** INFORMATION **
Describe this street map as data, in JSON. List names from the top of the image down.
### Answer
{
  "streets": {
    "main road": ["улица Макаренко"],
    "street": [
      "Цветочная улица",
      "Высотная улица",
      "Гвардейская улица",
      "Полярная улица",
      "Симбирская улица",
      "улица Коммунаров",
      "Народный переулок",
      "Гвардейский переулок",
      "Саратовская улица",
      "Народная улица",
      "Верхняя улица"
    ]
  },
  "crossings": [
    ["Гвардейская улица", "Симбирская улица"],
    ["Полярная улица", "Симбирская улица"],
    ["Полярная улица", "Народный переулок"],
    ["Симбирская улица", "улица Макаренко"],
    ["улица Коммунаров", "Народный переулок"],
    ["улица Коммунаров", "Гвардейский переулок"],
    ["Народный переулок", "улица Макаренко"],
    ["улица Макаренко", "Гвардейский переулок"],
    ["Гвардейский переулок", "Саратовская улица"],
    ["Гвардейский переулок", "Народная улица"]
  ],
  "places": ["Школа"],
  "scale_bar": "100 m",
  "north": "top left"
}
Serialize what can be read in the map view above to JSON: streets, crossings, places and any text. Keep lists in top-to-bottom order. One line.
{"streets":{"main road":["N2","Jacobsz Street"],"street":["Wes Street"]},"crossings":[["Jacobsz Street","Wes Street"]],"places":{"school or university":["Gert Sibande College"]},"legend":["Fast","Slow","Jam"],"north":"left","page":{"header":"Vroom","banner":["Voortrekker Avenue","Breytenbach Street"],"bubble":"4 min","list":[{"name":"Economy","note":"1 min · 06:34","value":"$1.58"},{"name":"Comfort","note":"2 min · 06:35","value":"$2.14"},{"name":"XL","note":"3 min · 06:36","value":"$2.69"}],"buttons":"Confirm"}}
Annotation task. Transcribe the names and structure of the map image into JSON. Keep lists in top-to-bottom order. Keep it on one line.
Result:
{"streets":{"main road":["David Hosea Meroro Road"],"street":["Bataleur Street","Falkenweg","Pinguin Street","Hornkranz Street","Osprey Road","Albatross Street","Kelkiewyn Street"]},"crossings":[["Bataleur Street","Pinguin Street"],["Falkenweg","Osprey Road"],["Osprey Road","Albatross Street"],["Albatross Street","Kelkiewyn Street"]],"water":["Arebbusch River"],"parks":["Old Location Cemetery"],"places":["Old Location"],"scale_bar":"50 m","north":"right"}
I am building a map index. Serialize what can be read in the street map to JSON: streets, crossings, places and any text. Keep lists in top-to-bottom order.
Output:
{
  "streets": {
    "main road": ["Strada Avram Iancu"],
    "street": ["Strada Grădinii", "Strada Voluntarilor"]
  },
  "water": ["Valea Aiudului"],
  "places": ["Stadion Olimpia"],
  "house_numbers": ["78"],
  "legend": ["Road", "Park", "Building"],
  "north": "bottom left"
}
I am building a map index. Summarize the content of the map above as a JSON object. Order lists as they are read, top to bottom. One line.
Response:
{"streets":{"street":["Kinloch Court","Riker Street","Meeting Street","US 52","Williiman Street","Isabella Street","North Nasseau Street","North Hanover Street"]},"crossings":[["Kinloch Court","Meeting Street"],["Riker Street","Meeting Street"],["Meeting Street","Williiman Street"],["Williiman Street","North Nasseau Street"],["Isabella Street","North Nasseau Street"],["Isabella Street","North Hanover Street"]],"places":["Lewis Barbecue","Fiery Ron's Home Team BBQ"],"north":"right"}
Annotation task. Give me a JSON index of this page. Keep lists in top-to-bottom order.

** TASK STATEMENT **
Return the entries in full. Do not alter them.

** SOLUTION FOR THIS EXERCISE **
Describe this street map as data, in JSON. List names from the top of the image down.
### Answer
{
  "streets": {
    "main road": ["улица Макаренко"],
    "street": [
      "Цветочная улица",
      "Высотная улица",
      "Гвардейская улица",
      "Полярная улица",
      "Симбирская улица",
      "улица Коммунаров",
      "Народный переулок",
      "Гвардейский переулок",
      "Саратовская улица",
      "Народная улица",
      "Верхняя улица"
    ]
  },
  "crossings": [
    ["Гвардейская улица", "Симбирская улица"],
    ["Полярная улица", "Симбирская улица"],
    ["Полярная улица", "Народный переулок"],
    ["Симбирская улица", "улица Макаренко"],
    ["улица Коммунаров", "Народный переулок"],
    ["улица Коммунаров", "Гвардейский переулок"],
    ["Народный переулок", "улица Макаренко"],
    ["улица Макаренко", "Гвардейский переулок"],
    ["Гвардейский переулок", "Саратовская улица"],
    ["Гвардейский переулок", "Народная улица"]
  ],
  "places": ["Школа"],
  "scale_bar": "100 m",
  "north": "top left"
}
Serialize what can be read in the map view above to JSON: streets, crossings, places and any text. Keep lists in top-to-bottom order. One line.
{"streets":{"main road":["N2","Jacobsz Street"],"street":["Wes Street"]},"crossings":[["Jacobsz Street","Wes Street"]],"places":{"school or university":["Gert Sibande College"]},"legend":["Fast","Slow","Jam"],"north":"left","page":{"header":"Vroom","banner":["Voortrekker Avenue","Breytenbach Street"],"bubble":"4 min","list":[{"name":"Economy","note":"1 min · 06:34","value":"$1.58"},{"name":"Comfort","note":"2 min · 06:35","value":"$2.14"},{"name":"XL","note":"3 min · 06:36","value":"$2.69"}],"buttons":"Confirm"}}
Annotation task. Transcribe the names and structure of the map image into JSON. Keep lists in top-to-bottom order. Keep it on one line.
Result:
{"streets":{"main road":["David Hosea Meroro Road"],"street":["Bataleur Street","Falkenweg","Pinguin Street","Hornkranz Street","Osprey Road","Albatross Street","Kelkiewyn Street"]},"crossings":[["Bataleur Street","Pinguin Street"],["Falkenweg","Osprey Road"],["Osprey Road","Albatross Street"],["Albatross Street","Kelkiewyn Street"]],"water":["Arebbusch River"],"parks":["Old Location Cemetery"],"places":["Old Location"],"scale_bar":"50 m","north":"right"}
I am building a map index. Serialize what can be read in the street map to JSON: streets, crossings, places and any text. Keep lists in top-to-bottom order.
Output:
{
  "streets": {
    "main road": ["Strada Avram Iancu"],
    "street": ["Strada Grădinii", "Strada Voluntarilor"]
  },
  "water": ["Valea Aiudului"],
  "places": ["Stadion Olimpia"],
  "house_numbers": ["78"],
  "legend": ["Road", "Park", "Building"],
  "north": "bottom left"
}
I am building a map index. Summarize the content of the map above as a JSON object. Order lists as they are read, top to bottom. One line.
Response:
{"streets":{"street":["Kinloch Court","Riker Street","Meeting Street","US 52","Williiman Street","Isabella Street","North Nasseau Street","North Hanover Street"]},"crossings":[["Kinloch Court","Meeting Street"],["Riker Street","Meeting Street"],["Meeting Street","Williiman Street"],["Williiman Street","North Nasseau Street"],["Isabella Street","North Nasseau Street"],["Isabella Street","North Hanover Street"]],"places":["Lewis Barbecue","Fiery Ron's Home Team BBQ"],"north":"right"}
Annotation task. Give me a JSON index of this page. Keep lists in top-to-bottom order.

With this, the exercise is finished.